Fiche du document numéro 32897

Num
32897
Date
Friday October 22, 1993
Amj
Auteur
Taille
13675
Titre
President reported dead as inter-ethnic violence looms
Nom cité
Nom cité
Lieu cité
Mot-clé
Source
AFP
Fonds d'archives
Type
Dépêche d'agence
Langue
EN
Citation
NAIROBI, Oct 22 (AFP) - The threat of bloody inter-ethnic violence loomed in Burundi Friday amid reports that the country's President Melchior Ndadaye and other top officials had been killed in a coup.

"The dictators killed Ndadaye," Health Minister Jean Minani said on Rwandan radio Friday.

"The whole world knows that they killed him in cold blood, as well as the speaker of parliament and many other democratically elected leaders of Burundi," he said.

Burundi's ambassador in the Kenyan capital Nairobi, Joseph Bangurambona, told AFP: "We believe he is dead. The coup leaders would not be able to set up a new regime if he is alive."

Meanwhile, Burundi's Ambassador to the United Nations Perpetue Shimiramana said the coup leaders had "most definitely" killed Ndadaye as well as two government ministers, the national security chief and the parliamentary Speaker.

There was no independent confirmation of the deaths, however.

Ndadaye -- who became the first president from the majority Hutu tribe when he won Burundi's first multi-party elections June 1 -- was overthrown Thursday by soldiers reportedly from the minority Tutsi tribe, which has traditionally dominated Burundi's executive branch of government and the armed forces.

Bangurambona urged the international community to intervene and warned the coup could "only lead to ethnic clashes," adding there was evidence that "a massacre of the population is underway" as thousands of refugees have already fled to southern Rwanda.

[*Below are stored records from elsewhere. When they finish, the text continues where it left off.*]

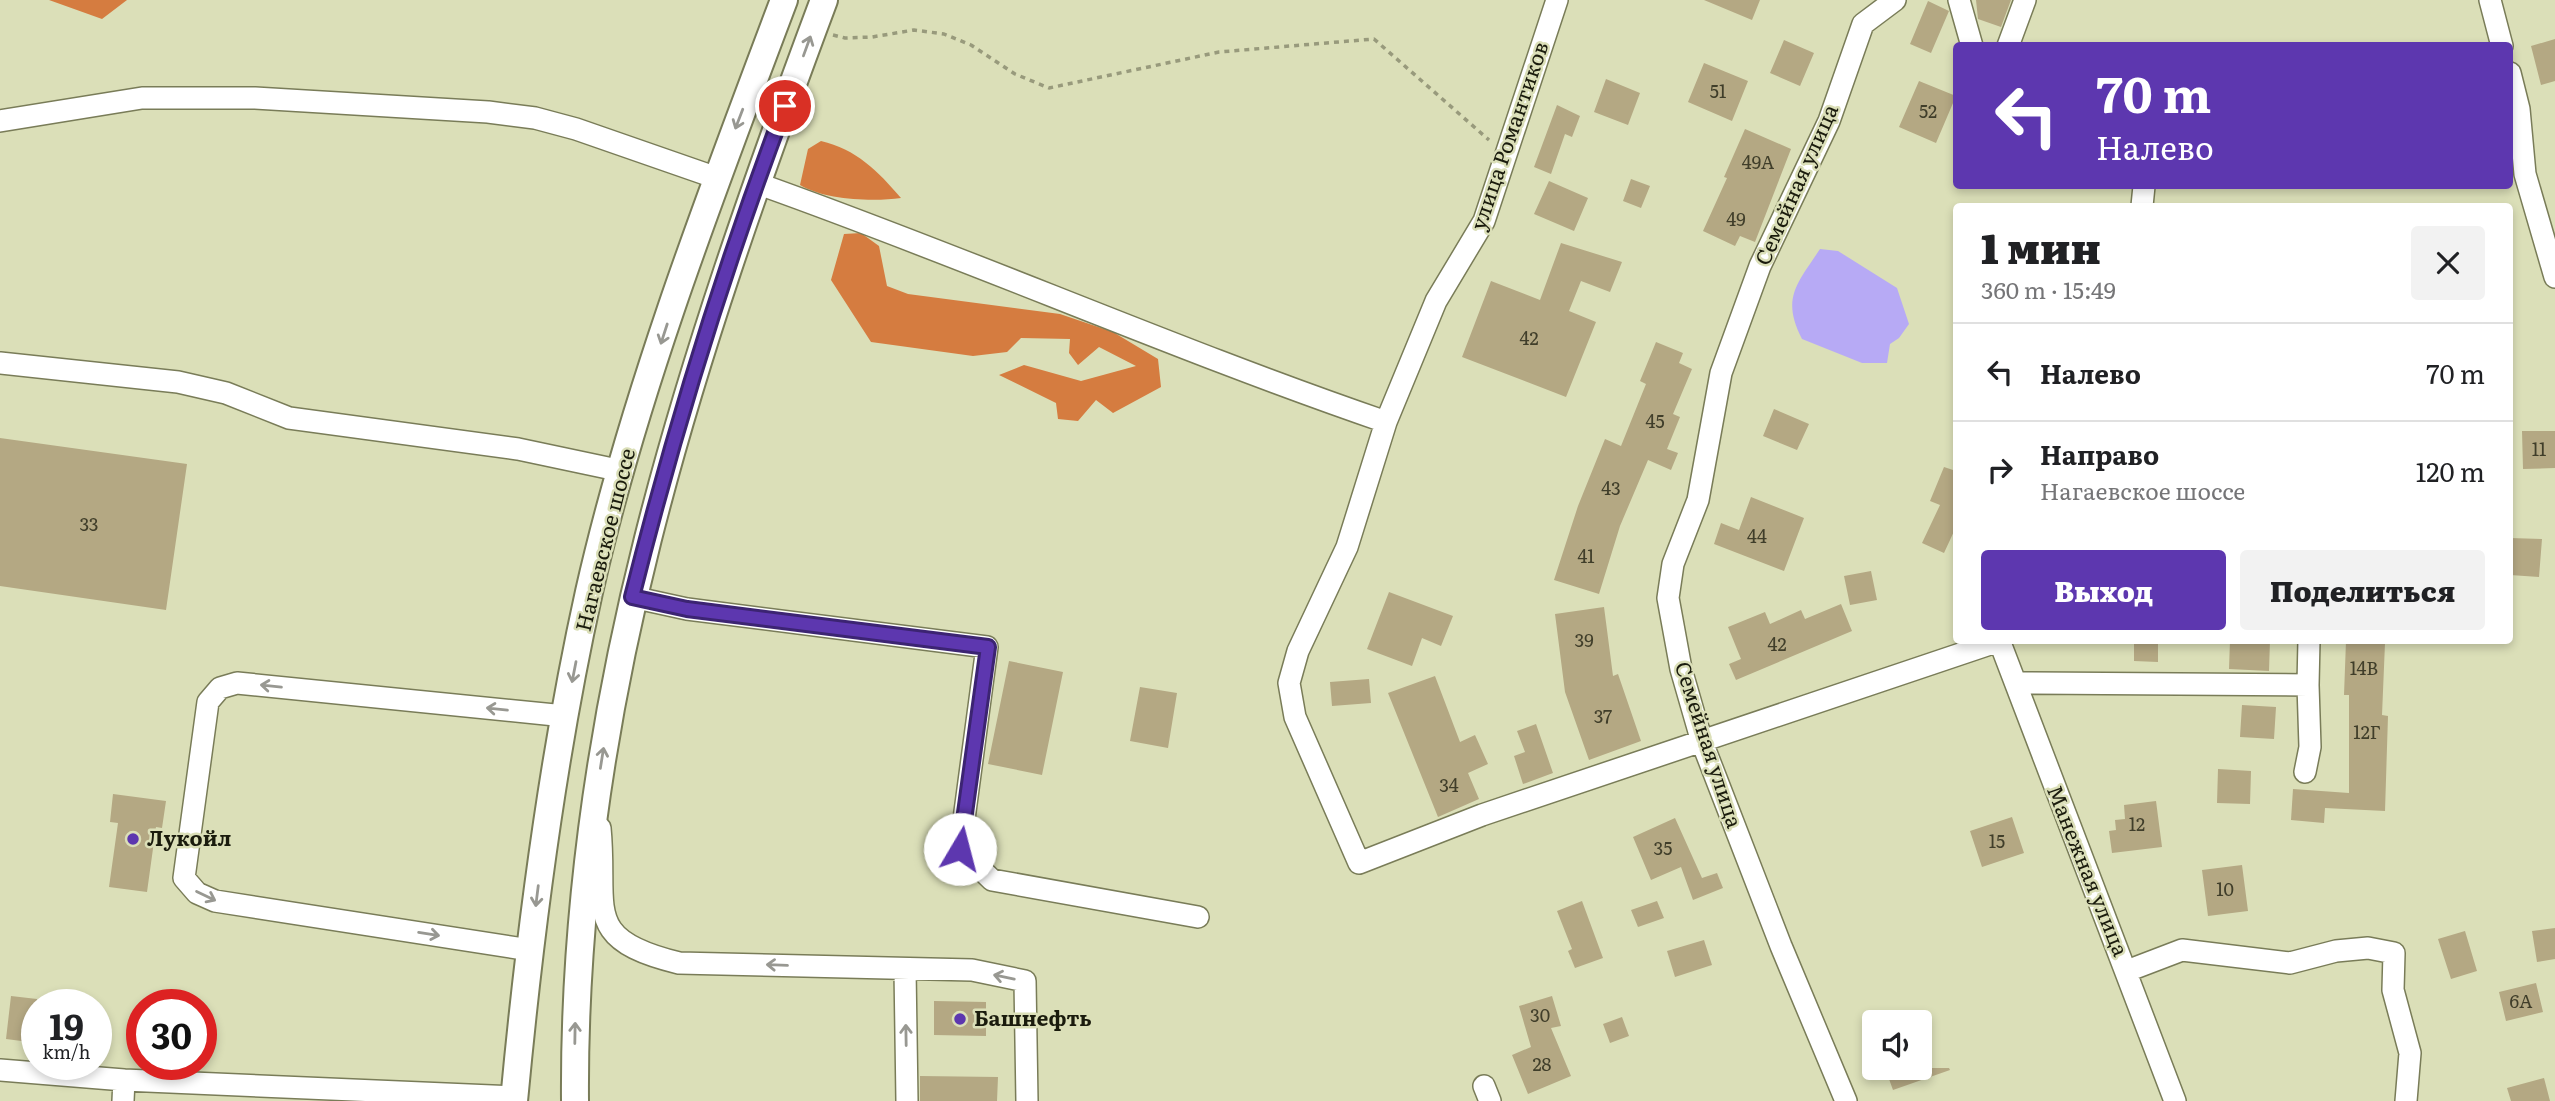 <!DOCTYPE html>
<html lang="ru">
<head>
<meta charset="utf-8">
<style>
  body { margin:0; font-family:Literata,serif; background:#f2f2f2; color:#202124; height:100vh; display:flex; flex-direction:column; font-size:26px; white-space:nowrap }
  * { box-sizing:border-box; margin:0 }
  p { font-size:23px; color:#757577 }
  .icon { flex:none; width:38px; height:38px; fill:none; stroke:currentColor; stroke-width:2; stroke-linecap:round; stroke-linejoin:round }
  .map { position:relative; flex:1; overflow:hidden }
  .details { position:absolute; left:1953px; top:203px; width:560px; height:441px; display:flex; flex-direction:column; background:#fff; border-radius:7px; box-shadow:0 4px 10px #0003 }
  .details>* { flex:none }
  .hud { position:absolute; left:1953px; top:42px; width:560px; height:147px; border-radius:7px; box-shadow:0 4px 10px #0003; background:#5d37af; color:#fff; overflow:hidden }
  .buttons { position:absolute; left:1862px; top:1010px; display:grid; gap:14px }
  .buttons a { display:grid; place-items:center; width:70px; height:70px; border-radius:7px; background:#fff; box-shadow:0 4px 10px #0003; font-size:35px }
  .speed { position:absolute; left:21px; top:989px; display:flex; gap:14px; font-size:35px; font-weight:700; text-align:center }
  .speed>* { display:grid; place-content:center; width:91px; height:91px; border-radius:50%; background:#fff; box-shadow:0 4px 10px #0003; line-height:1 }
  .speed small { font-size:18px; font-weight:400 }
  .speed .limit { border:10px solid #d22; background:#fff; color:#111 }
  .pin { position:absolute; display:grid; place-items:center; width:60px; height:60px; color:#fff; margin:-30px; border:4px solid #fff; border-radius:50%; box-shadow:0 2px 7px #0007 }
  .me { position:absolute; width:77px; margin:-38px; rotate:8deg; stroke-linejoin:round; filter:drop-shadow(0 0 5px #0008) }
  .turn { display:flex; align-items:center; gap:24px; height:147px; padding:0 28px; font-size:32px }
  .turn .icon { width:91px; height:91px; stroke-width:2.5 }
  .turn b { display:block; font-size:49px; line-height:60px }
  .round { display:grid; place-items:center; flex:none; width:74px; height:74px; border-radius:7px; background:#f2f2f2 }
  .summary { display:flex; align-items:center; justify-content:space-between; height:119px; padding:0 28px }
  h1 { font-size:42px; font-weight:800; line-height:52px }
  .primary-button { display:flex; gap:14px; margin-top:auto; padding:14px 28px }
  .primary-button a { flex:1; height:80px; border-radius:7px; background:#5d37af; color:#fff; font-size:28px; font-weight:800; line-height:80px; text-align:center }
  .primary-button a+a { background:#f2f2f2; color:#202124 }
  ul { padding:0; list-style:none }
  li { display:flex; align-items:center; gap:21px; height:98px; padding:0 28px; border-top:2px solid #e0e0e0 }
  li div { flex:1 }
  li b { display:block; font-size:26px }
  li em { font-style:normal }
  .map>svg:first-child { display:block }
  .forest { fill:#d57c40 }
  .water { fill:#b7aaf5 }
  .building { fill:#b4a883 }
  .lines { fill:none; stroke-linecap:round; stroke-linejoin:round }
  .minor-casing { stroke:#797c58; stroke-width:24 }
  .major-casing { stroke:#797c58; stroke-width:30 }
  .path { stroke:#989a7c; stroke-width:3.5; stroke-dasharray:5 5; stroke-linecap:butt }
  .minor { stroke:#fff; stroke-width:21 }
  .major { stroke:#fff; stroke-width:26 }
  .oneway { stroke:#989892 }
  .route-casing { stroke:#3c2472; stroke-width:18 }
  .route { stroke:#5d37af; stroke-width:12 }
  .poi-dot { fill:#5d37af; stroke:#dbdfb8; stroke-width:2.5 }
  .labels { text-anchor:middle; stroke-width:5; stroke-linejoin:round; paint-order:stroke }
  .number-label { font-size:18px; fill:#403e2a }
  .street-label { font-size:21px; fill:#1a1b0d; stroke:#dbdfb8 }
  .poi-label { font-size:21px; font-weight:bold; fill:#1a1b0d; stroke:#dbdfb8; text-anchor:start }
</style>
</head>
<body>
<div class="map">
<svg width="2555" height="1101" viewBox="0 0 2555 1101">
  <rect width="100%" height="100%" fill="#dbdfb8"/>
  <path class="forest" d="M 49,0 L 127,0 L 102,19 Z
    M 821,141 C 856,149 878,171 901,198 C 873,202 825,200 800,185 L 808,149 Z
    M 861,233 L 879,246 L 887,286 L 908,294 L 1060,314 L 1113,332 L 1158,359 L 1161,387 L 1113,413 L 1096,400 L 1078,421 L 1058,419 L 1056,403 L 999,375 L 1024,365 L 1081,381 L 1136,366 L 1099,347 L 1078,365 L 1069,353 L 1070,339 L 1021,338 L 1007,352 L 973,356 L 871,342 L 831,280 L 844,234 Z"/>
  <path class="water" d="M 1820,249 L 1838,251 L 1897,288 L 1909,324 L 1899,338 L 1890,344 L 1887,363 L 1862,363 L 1802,339 C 1781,298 1797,284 1820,249 Z"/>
  <path class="building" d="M 1704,0 L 1760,0 L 1752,20 Z
    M 1976,0 L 2011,0 L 2001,27 L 1978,19 Z
    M 1928,1 L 1949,11 L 1931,53 L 1910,44 Z
    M 2555,39 L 2555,81 L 2541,85 L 2531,46 Z
    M 1784,40 L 1814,53 L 1800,86 L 1770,73 Z
    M 1704,63 L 1748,81 L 1732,121 L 1688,102 Z
    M 1606,79 L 1640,93 L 1628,125 L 1594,112 Z
    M 1919,81 L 1956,96 L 1936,143 L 1899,127 Z
    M 1557,105 L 1580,116 L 1572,137 L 1565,134 L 1551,174 L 1534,167 Z
    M 1745,129 L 1791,149 L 1755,242 L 1740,236 L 1735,246 L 1703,231 L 1727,178 L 1724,177 Z
    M 1631,179 L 1650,186 L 1641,208 L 1623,201 Z
    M 1549,181 L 1588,198 L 1574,231 L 1534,214 Z
    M 1561,243 L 1622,262 L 1610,292 L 1581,281 L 1569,311 L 1596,322 L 1566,397 L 1462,357 L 1491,281 L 1540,300 Z
    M 1656,342 L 1683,353 L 1679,363 L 1692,369 L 1673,414 L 1680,417 L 1667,449 L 1678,453 L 1671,470 L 1648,460 L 1620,526 L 1599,594 L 1554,580 L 1578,506 L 1605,439 L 1621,446 L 1646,384 L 1640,381 Z
    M 1774,409 L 1809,424 L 1797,450 L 1763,436 Z
    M 2522,431 L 2555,431 L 2555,468 L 2523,469 Z
    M 0,438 L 187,464 L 166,610 L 0,586 Z
    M 1944,467 L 1956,471 L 1956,527 L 1944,553 L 1922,543 L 1940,505 L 1930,501 Z
    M 1751,497 L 1804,518 L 1784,571 L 1714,544 L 1721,523 L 1739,530 Z
    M 2510,538 L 2542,539 L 2539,577 L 2510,575 Z
    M 1871,571 L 1877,600 L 1850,605 L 1844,576 Z
    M 1389,592 L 1453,616 L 1441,646 L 1422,638 L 1412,666 L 1367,649 Z
    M 1841,604 L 1852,631 L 1736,680 L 1729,664 L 1741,659 L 1728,627 L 1765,612 L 1770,624 L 1801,610 L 1805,619 Z
    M 1604,607 L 1613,676 L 1618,674 L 1641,741 L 1589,760 L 1565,692 L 1555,614 Z
    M 2134,640 L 2158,640 L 2158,662 L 2134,661 Z
    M 2230,640 L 2270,640 L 2269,671 L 2229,669 Z
    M 2346,641 L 2385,643 L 2382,715 L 2388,716 L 2385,811 L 2325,808 L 2324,823 L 2291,820 L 2293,789 L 2349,793 L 2349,695 L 2344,695 Z
    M 1009,661 L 1063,672 L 1042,775 L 988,764 Z
    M 1435,676 L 1460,742 L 1475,735 L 1488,764 L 1468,773 L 1479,799 L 1438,817 L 1388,693 Z
    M 1369,679 L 1371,703 L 1332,706 L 1330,682 Z
    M 1140,687 L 1177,693 L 1168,748 L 1130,741 Z
    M 2242,705 L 2276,707 L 2274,739 L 2240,737 Z
    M 1536,724 L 1553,773 L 1523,784 L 1514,756 L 1525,752 L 1517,731 Z
    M 2218,769 L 2251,771 L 2250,804 L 2217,803 Z
    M 113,794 L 166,801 L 162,828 L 156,827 L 147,892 L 109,887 L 118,823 L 110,822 Z
    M 2156,801 L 2162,847 L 2112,853 L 2109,831 L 2116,830 L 2115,820 L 2125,819 L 2124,805 Z
    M 2012,817 L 2024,853 L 1982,867 L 1970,831 Z
    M 1675,818 L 1702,878 L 1717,873 L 1723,888 L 1693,900 L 1681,867 L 1651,880 L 1633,837 Z
    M 2242,865 L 2248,911 L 2208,916 L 2202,870 Z
    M 1582,901 L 1603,958 L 1575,968 L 1568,951 L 1572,949 L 1557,911 Z
    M 1657,901 L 1664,918 L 1638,927 L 1631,910 Z
    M 2555,928 L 2555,959 L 2537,962 L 2532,931 Z
    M 2465,931 L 2477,971 L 2451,979 L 2438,939 Z
    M 1704,940 L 1712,965 L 1675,977 L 1667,951 Z
    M 2536,983 L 2543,1012 L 2506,1021 L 2499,992 Z
    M 11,996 L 37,999 L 37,1043 L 6,1039 Z
    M 1552,996 L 1561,1026 L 1551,1028 L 1571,1076 L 1528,1094 L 1512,1055 L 1531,1047 L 1519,1006 Z
    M 934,1001 L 986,1002 L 986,1036 L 934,1035 Z
    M 1622,1017 L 1629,1036 L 1610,1043 L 1603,1024 Z
    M 1885,1068 L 1949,1068 L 1950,1070 L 1893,1090 Z
    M 920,1076 L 998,1077 L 997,1101 L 920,1101 Z
    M 2544,1078 L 2550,1101 L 2511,1101 L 2507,1088 Z"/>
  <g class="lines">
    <g class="minor-casing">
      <path id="minor" d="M 1557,0 L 1484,221 L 1436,301 L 1386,422 L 1347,547 L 1298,651 L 1289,683 L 1295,717 L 1359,863 L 1482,815 L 1999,641
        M 1959,0 L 1972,46
        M 2490,0 L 2502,46
        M 2008,46 L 2025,0
        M 2510,73 L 2519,109 L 2525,174 L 2555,277
        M 0,121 L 142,98 L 255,98 L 488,112 L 535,118 L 576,129 L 717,178
        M 756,183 C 968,258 1173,349 1386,422
        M 2142,206 L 2144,186
        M 0,363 L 178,382 L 226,393 L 289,418 L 518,449 L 622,471
        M 632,597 L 687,609 L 987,647 L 960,849 L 992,880 L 1198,917
        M 1999,640 L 2175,1101
        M 2016,683 L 2308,685 L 2309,640
        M 2305,772 L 2310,747 L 2308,685
        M 600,828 C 608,909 580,939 679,963 L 972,970 L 1025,981 L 1027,1101
        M 530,950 L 215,901 L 197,893 L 184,878 L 208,702 L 220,688 L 237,683 L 565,716
        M 905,969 L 907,1101
        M 2127,971 L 2182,950 L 2290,963 L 2336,951 L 2368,948 L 2394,953 L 2393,990 L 2410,1053 L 2406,1101
        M 0,1070 L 124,1080 L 123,1101
        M 124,1080 L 515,1097
        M 1484,1086 L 1490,1101
        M 1846,1101 L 1781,946 L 1702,742 L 1681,669 L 1668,598 L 1673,564 L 1698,500 L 1721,373 L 1760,266 L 1829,121 L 1863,24 L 1895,0"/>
    </g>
    <g class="major-casing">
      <path id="major" d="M 514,1101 C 530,930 552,759 589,592 C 634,393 712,191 784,0
        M 575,1101 C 572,711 689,361 824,0"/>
    </g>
    <path class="path" d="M 833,35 L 845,38 L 872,37 L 914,30 L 944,34 L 971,45 L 1015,74 L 1049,88 L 1219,52 L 1374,39 L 1489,140"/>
    <use href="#minor" class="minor"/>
    <use href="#major" class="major"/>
  </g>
  <defs><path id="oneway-shaft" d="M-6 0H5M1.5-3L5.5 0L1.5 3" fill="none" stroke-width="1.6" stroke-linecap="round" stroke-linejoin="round" transform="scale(1.75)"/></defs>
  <g class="oneway">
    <use href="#oneway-shaft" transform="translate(807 46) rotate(-70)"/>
    <use href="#oneway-shaft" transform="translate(739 119) rotate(111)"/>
    <use href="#oneway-shaft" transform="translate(664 334) rotate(108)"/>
    <use href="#oneway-shaft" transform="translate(574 672) rotate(101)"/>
    <use href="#oneway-shaft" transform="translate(271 686) rotate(-174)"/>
    <use href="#oneway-shaft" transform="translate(497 709) rotate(-174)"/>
    <use href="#oneway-shaft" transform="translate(602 758) rotate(-81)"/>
    <use href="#oneway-shaft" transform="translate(206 896) rotate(26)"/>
    <use href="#oneway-shaft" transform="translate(537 896) rotate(97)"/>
    <use href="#oneway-shaft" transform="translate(429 934) rotate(9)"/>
    <use href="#oneway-shaft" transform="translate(777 965) rotate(-178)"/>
    <use href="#oneway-shaft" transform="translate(1004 977) rotate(-168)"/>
    <use href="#oneway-shaft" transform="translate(575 1033) rotate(-89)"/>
    <use href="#oneway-shaft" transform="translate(906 1035) rotate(-91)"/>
  </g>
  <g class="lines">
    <g class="route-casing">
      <path id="route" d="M 785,106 C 724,267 674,430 632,597 L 687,609 L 988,647 L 960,849"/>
    </g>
    <use href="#route" class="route"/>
  </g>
  <g class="poi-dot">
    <circle cx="133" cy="839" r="7"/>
    <circle cx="960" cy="1019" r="7"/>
  </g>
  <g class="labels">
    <g class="number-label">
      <text x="1718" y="98">51</text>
      <text x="1928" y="118">52</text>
      <text x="1758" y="169">49А</text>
      <text x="1736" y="226">49</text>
      <text x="1529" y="345">42</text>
      <text x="1655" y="428">45</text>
      <text x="2539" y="456">11</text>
      <text x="1611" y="495">43</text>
      <text x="89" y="531">33</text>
      <text x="1757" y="543">44</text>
      <text x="1586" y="563">41</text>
      <text x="1584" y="647">39</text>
      <text x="1777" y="651">42</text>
      <text x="2364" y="675">14В</text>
      <text x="1603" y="723">37</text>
      <text x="2367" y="739">12Г</text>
      <text x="1449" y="792">34</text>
      <text x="2137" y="831">12</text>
      <text x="1997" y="848">15</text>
      <text x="1663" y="855">35</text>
      <text x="2225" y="896">10</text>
      <text x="2521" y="1008">6А</text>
      <text x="1540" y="1022">30</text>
      <text x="1542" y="1071">28</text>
    </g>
    <g class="street-label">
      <text transform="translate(1510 136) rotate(-71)" y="7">улица Романтиков</text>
      <text transform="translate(1797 185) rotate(-66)" y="7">Семейная улица</text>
      <text transform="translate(606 540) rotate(-76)" y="7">Нагаевское шоссе</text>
      <text transform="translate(1708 745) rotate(72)" y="7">Семейная улица</text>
      <text transform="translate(2087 871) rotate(68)" y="7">Манежная улица</text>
    </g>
    <g class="poi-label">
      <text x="147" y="846">Лукойл</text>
      <text x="974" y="1026">Башнефть</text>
    </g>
  </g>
</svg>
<div class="buttons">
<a><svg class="icon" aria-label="sound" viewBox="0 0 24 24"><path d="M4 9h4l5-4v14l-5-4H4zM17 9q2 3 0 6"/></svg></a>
</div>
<div class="speed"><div>19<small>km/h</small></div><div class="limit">30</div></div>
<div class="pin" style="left:785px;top:106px;background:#d93025"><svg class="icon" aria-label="arrive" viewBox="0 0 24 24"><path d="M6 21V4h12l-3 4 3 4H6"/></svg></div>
<svg class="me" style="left:960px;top:849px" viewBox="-20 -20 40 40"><circle r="19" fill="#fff"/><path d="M0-13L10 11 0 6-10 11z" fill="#5d37af"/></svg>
<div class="hud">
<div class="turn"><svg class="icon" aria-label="left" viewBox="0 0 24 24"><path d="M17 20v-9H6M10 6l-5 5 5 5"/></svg><div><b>70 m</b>Налево</div></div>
</div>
<section class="details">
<div class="summary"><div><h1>1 мин</h1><p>360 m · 15:49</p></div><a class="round"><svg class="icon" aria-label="close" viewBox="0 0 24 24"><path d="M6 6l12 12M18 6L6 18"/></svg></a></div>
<ul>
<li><svg class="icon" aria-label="left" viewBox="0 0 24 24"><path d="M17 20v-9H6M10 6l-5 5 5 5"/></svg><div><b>Налево</b></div><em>70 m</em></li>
<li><svg class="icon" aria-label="right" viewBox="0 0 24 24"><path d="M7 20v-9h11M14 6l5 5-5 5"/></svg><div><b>Направо</b><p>Нагаевское шоссе</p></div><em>120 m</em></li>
</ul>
<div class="primary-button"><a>Выход</a><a>Поделиться</a></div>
</section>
</div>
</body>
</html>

In the past, comparable Tutsi coups have led to massive bloodshed with up to 200,000 Hutus feared massacred in 1972 and a further 20,000 Hutus being killed by the majority Tutsi army in 1988.

An interior ministry official in Rwanda said refugees were arriving "in huge numbers," confirming that the 10,000 people who had already reached Rwanda were mostly women and children.